Можно, конечно, осуждать распределительную систему. В ней, действительно, была масса уязвимых мест, но если Брежнев куда-то ехал, то решались многие созидательные проблемы стратегического характера, а если ехал Горбачев, то, кроме популистских хождений в толпу, ничего не было.
Медунов поднялся, поискал на полке какую-то книгу, но не нашел, махнул рукой и продолжил:
– …Я не против критики, пусть даже самой неприятной, но когда меня обвиняли в том, что я насаждал в крае шахматы, боролся с курением, заставлял уничтожать сорную растительность и делал это вопреки воле народа, то приходится только руками разводить. Ну что плохого в том, что тысячи ребятишек, да и взрослых людей, получили хорошую возможность играть в шахматы, собираться в своих клубах, обсуждать спортивные проблемы. Ведь сегодня Сережа Тивяков, которого я знал малышом, уже международный гроссмейстер, а появление мировой шахматной звезды в Туапсе Саши Крамника – это разве не следствие того, что закладывалось полтора десятка лет назад? А скольким людям сберегли здоровье борьба с курением и уничтожение амброзии!
– Мне бы хотелось с вашей помощью заглянуть в еще более отдаленное прошлое, – сказал я. – В пятидесятые годы вы были первым секретарем Ялтинского горкома партии. Это было как раз в то время, когда принималось решение о передаче Крыма Украине. Неужели никто тогда не возражал против этого?
– Еще как возражали! – воскликнул мой собеседник. – Я, можно сказать, был одним из первых, если не первый, кому Хрущев рассказал об этой своей затее. А дело было так. Хрущев отдыхал в районе Ялты и почти каждое утро звонил мне: приглашал то на обед, то на ужин. Человек он был компанейский, ему всегда нужны были слушатели, особенно за трапезой. Так вот, звонит он мне однажды утром и просит подъехать прямо на пляж. Приезжаю, и он сразу с места в карьер: как я посмотрю, если мы (т. е.
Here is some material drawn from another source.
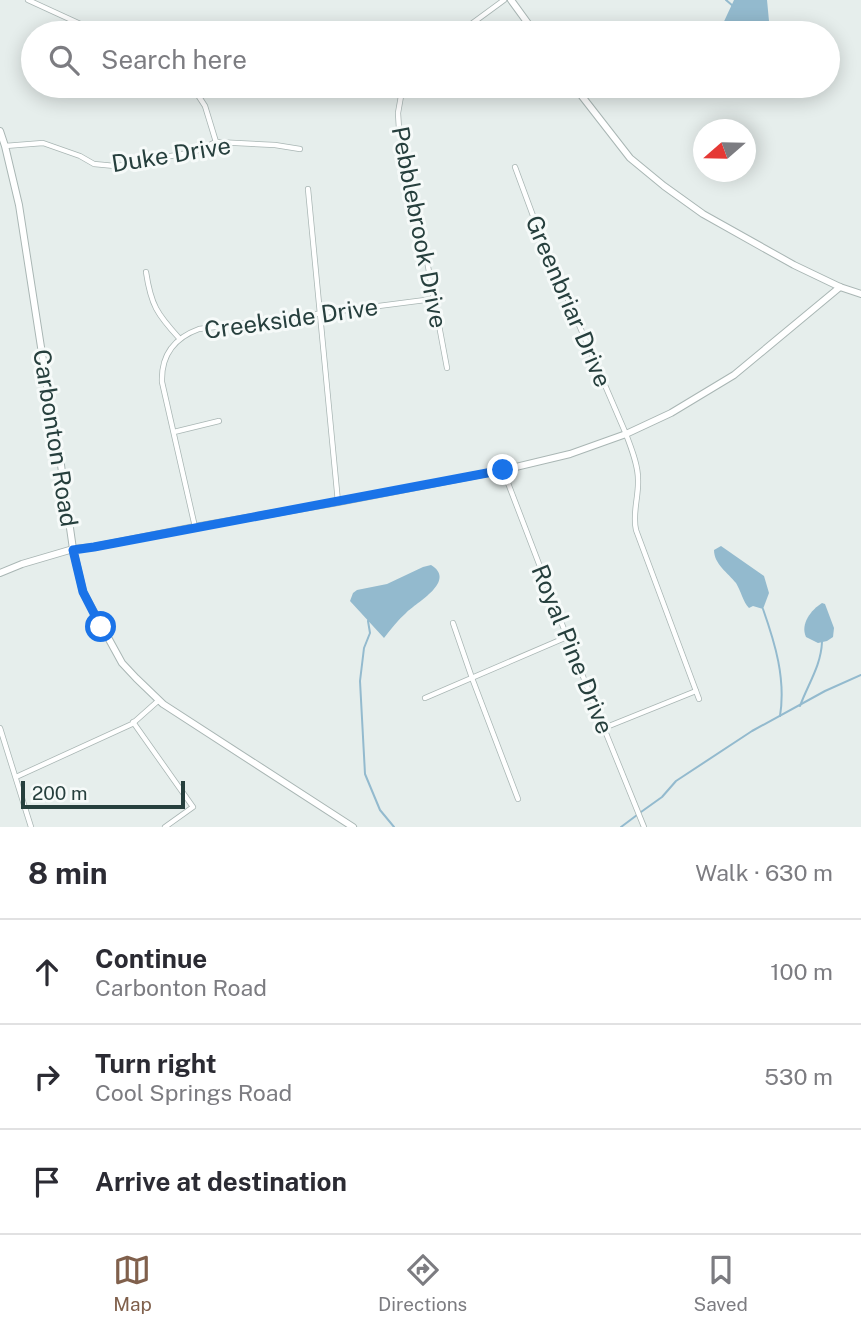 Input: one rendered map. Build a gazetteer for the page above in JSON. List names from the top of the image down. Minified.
{"streets":{"street":["Duke Drive","Pebblebrook Drive","Greenbriar Drive","Creekside Drive","Carbonton Road","Royal Pine Drive"]},"crossings":[["Duke Drive","Carbonton Road"],["Pebblebrook Drive","Creekside Drive"]],"scale_bar":"200 m","north":"left","page":{"search":"Search here","scale":"200 m","heading":["8 min","Walk · 630 m"],"list":[["Continue","Carbonton Road","100 m"],["Turn right","Cool Springs Road","530 m"],"Arrive at destination"],"nav":["Map","Directions","Saved"]}} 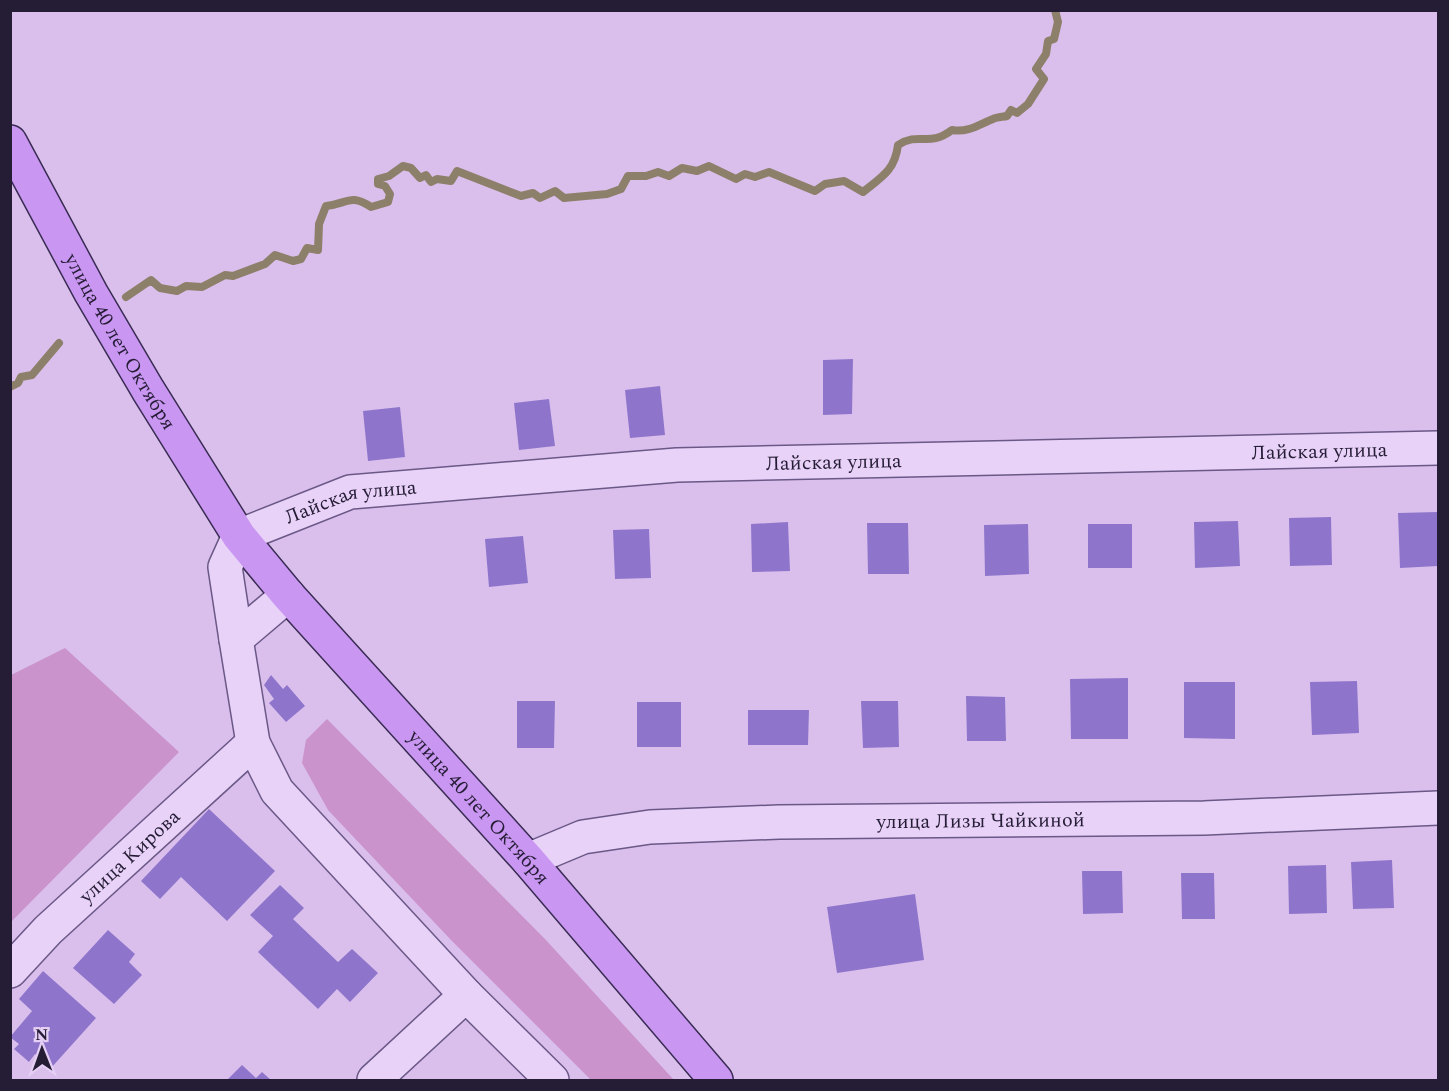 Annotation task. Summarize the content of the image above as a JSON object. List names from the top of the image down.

Хрущев) передадим Крым Украине.
– А зачем? – спрашиваю я в полном недоумении.
– А затем, чтобы лучше использовать средства, отпускаемые на развитие крымских курортов, – отвечает он. – Правительство дает деньги на эти цели, а они почти все уходят на Кавказ. Мы подсчитали, что Крыму достается шиш с маслом. А вот когда Украина будет иметь у себя крымские курорты, она будет относиться к этому делу ответственнее.
Он опять что-то поискал в книжном шкафу, снова не нашел и снова продолжил:
– Я, как мог, начал возражать. Говорю, что, возможно, дело обстоит именно так, как вы говорите, Никита Сергеевич, но решить его можно более простым путем – целевым назначением определять конкретную крымскую долю в курортном строительстве. Вопросов по развитию курортов южного берега действительно накопилось немало, но передача Крыма Украине их не решит. Говорил я горячо и, как мне казалось, убедительно. Но надо было знать Хрущева: чем больше вы ему возражали, тем более он утверждался в мысли, что надо сделать именно так, как он задумал.
Возвращаюсь к себе и тут же звоню Дмитрию Степановичу Полянскому (он тогда работал первым секретарем Крымского обкома): дескать, так и так.
– Что за глупость! – восклицает он.
– То, что глупость, я понимаю, – говорю, – но на этом настаивает Никита Сергеевич.
Задумался Дмитрий Степанович, а потом сказал: «Ладно, я с ним потолкую». Знаю, что Полянский с Хрущевым говорил на эту тему не один раз, чем крайне усложнил взаимоотношения с украинским руководством, которому очень хотелось иметь в своем распоряжении такой лакомый кусок, как южный берег Крыма.